# Task prompt:
Copy the lines below exactly, starting at the line that contains "Map reading. Dump" and stopping after the last line, and include no other lines.

**** Data excerpts

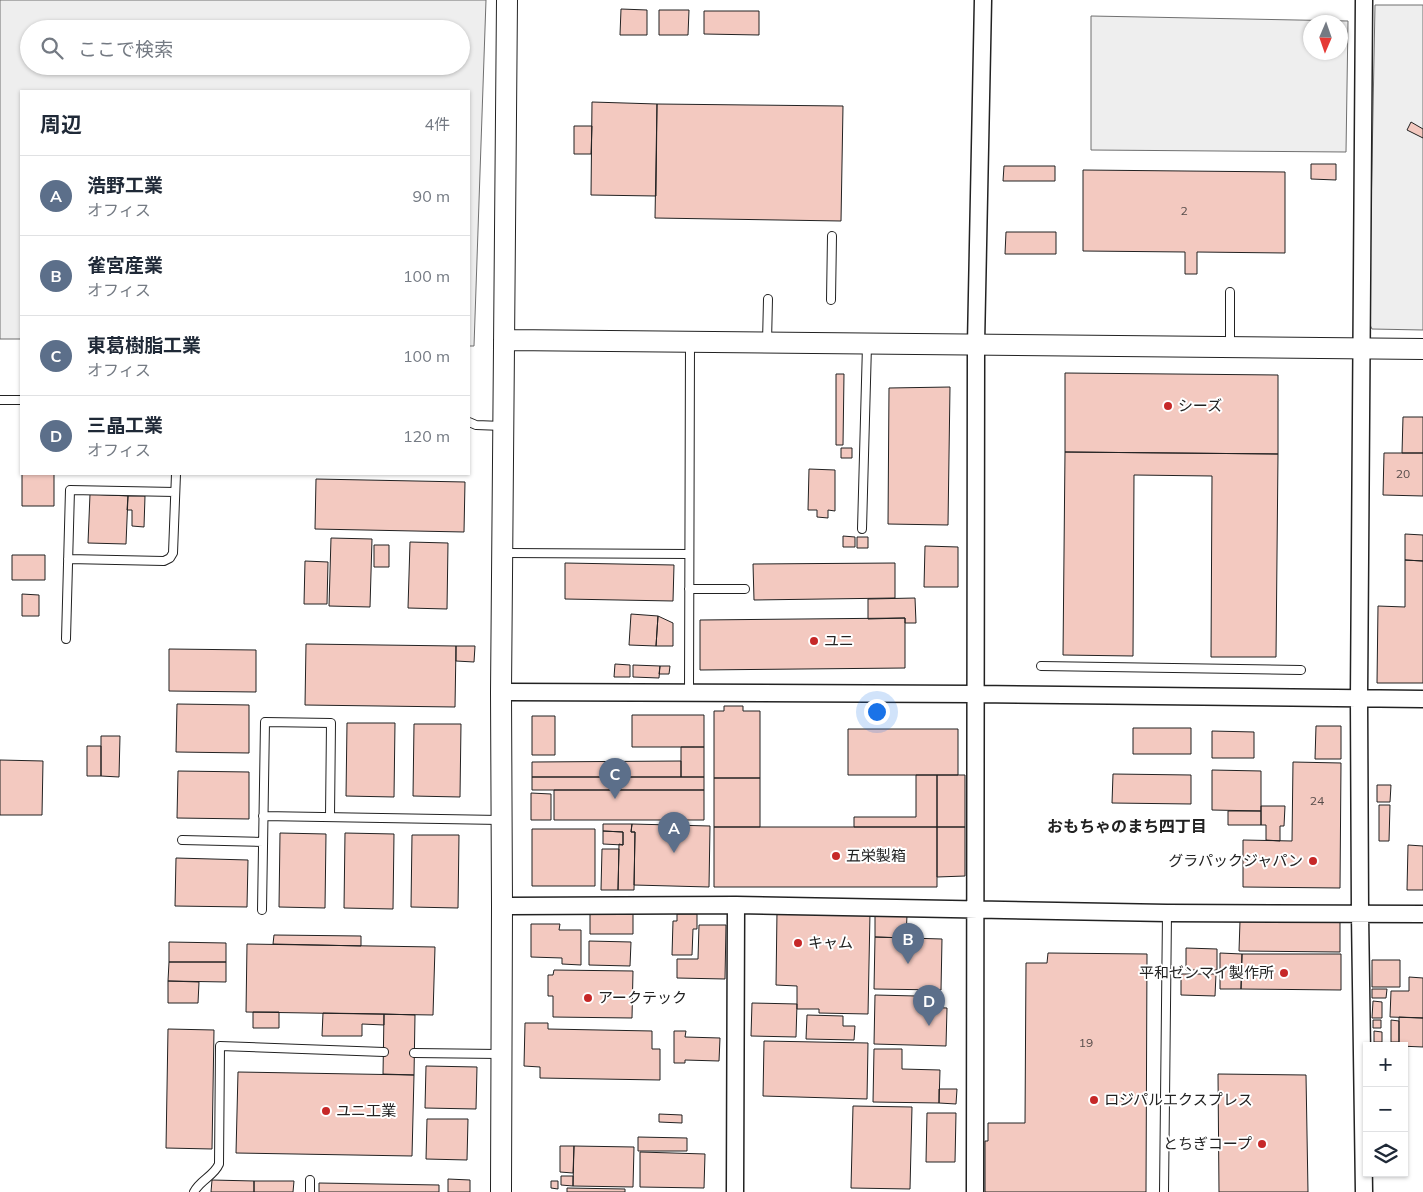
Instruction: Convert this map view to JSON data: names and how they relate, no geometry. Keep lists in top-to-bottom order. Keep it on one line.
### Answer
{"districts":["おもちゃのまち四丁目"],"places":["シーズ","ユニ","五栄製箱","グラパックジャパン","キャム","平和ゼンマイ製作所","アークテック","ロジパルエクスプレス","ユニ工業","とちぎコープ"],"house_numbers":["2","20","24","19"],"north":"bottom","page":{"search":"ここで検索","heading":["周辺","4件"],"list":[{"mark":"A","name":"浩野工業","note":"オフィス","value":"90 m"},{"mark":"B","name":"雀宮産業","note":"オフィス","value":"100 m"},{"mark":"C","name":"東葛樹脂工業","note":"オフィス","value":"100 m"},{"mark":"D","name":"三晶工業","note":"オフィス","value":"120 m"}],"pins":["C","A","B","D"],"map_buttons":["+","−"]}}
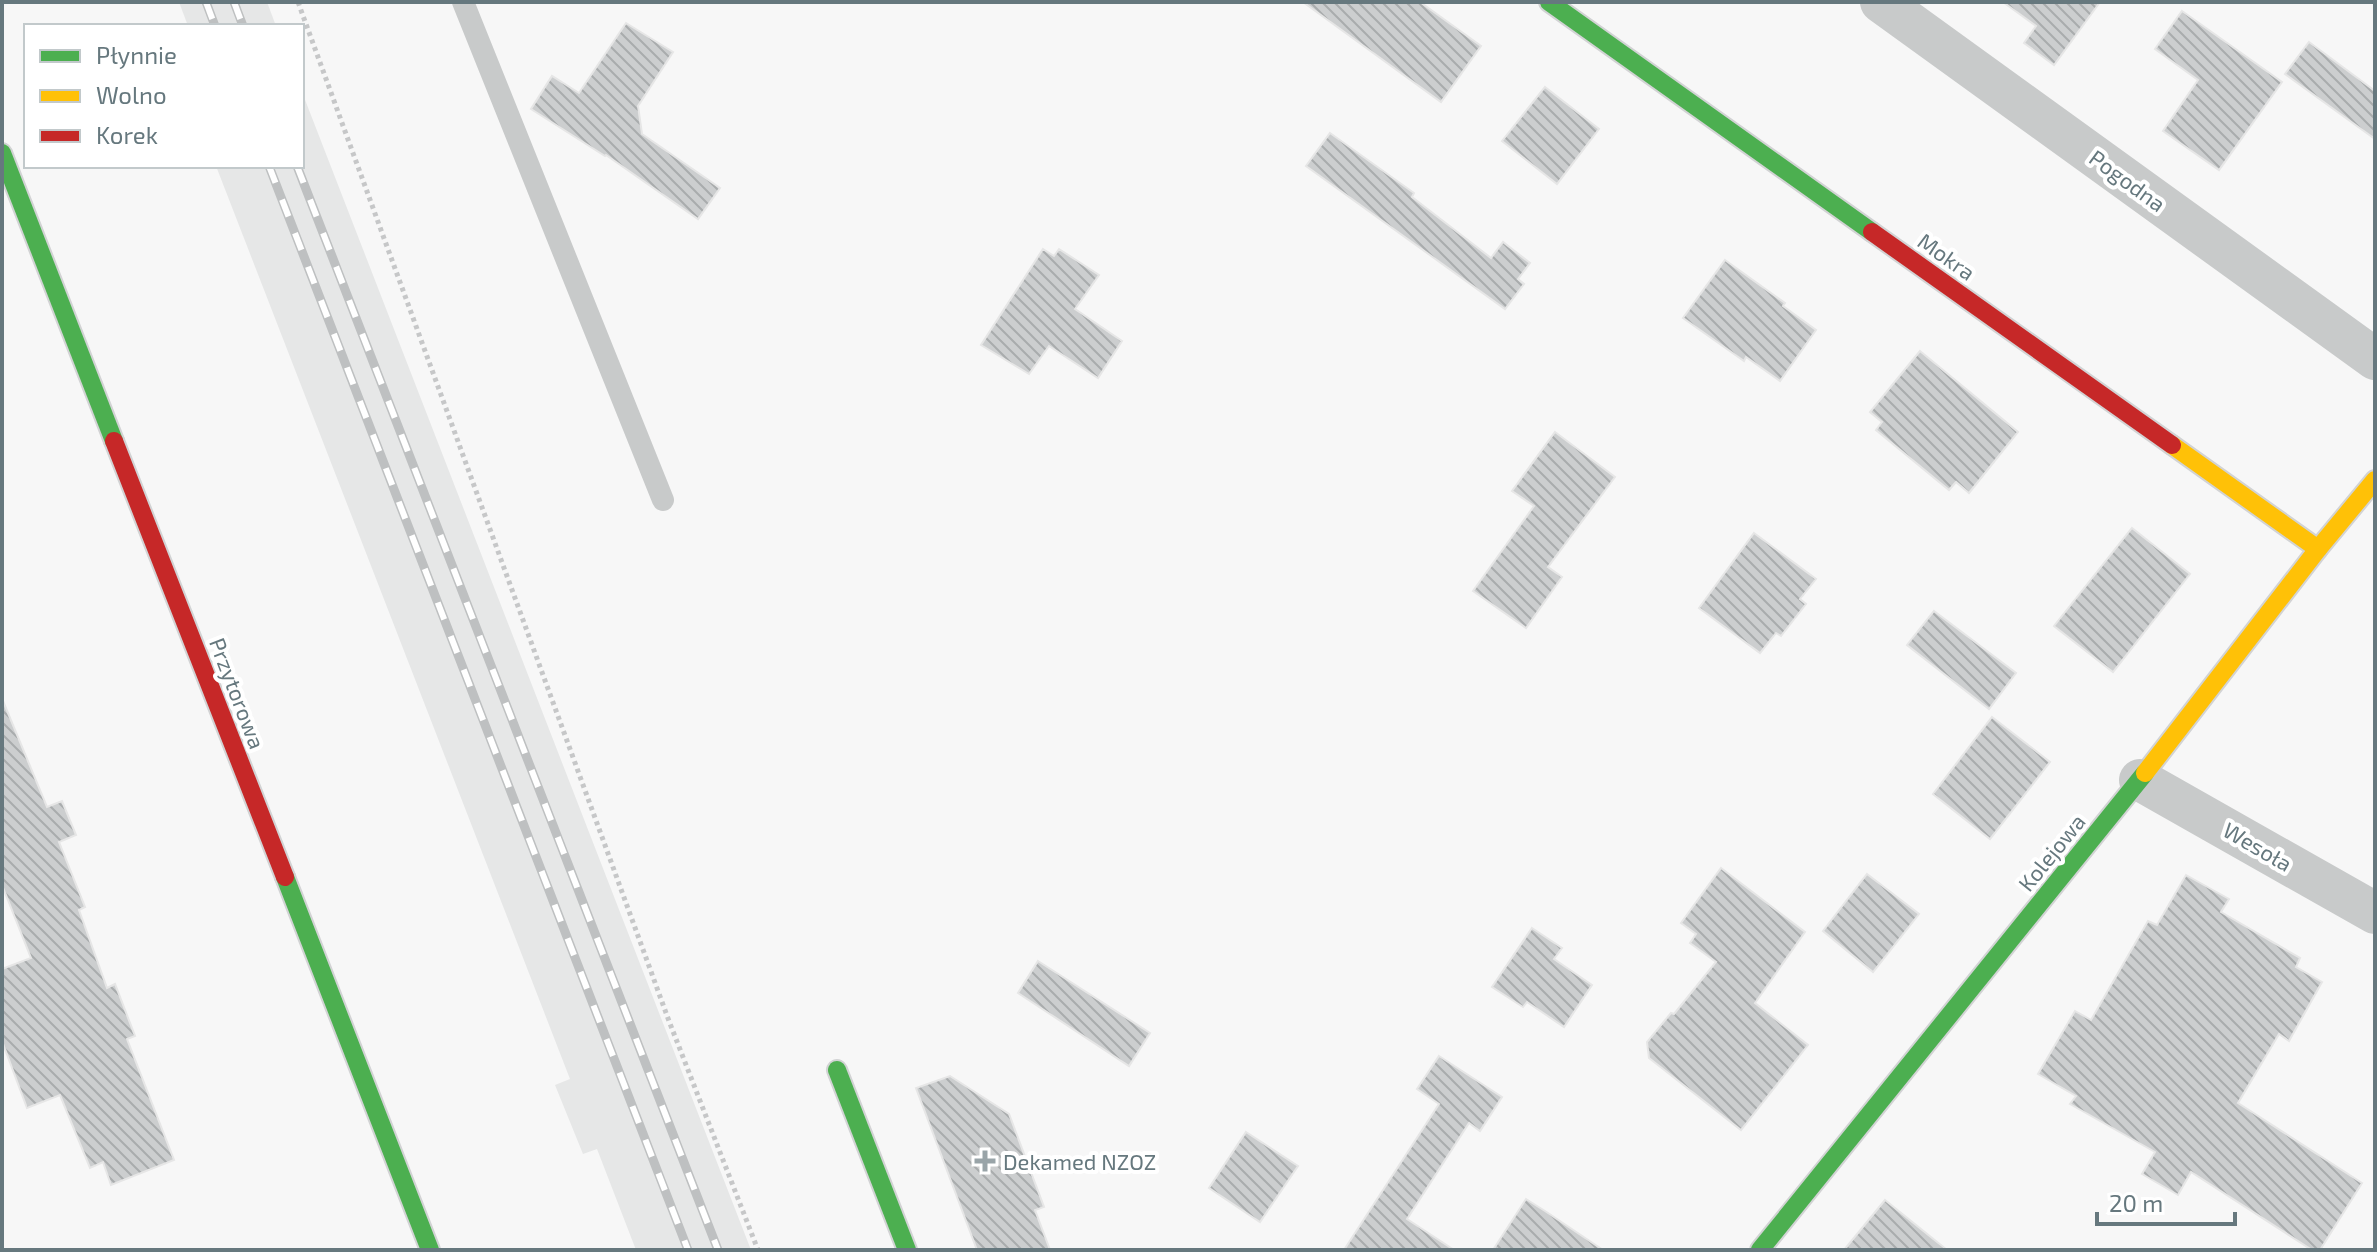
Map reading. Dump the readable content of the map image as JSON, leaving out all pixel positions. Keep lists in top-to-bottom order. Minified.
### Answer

********

# Answer section:
Map reading. Dump the readable content of the map image as JSON, leaving out all pixel positions. Keep lists in top-to-bottom order. Minified.
### Answer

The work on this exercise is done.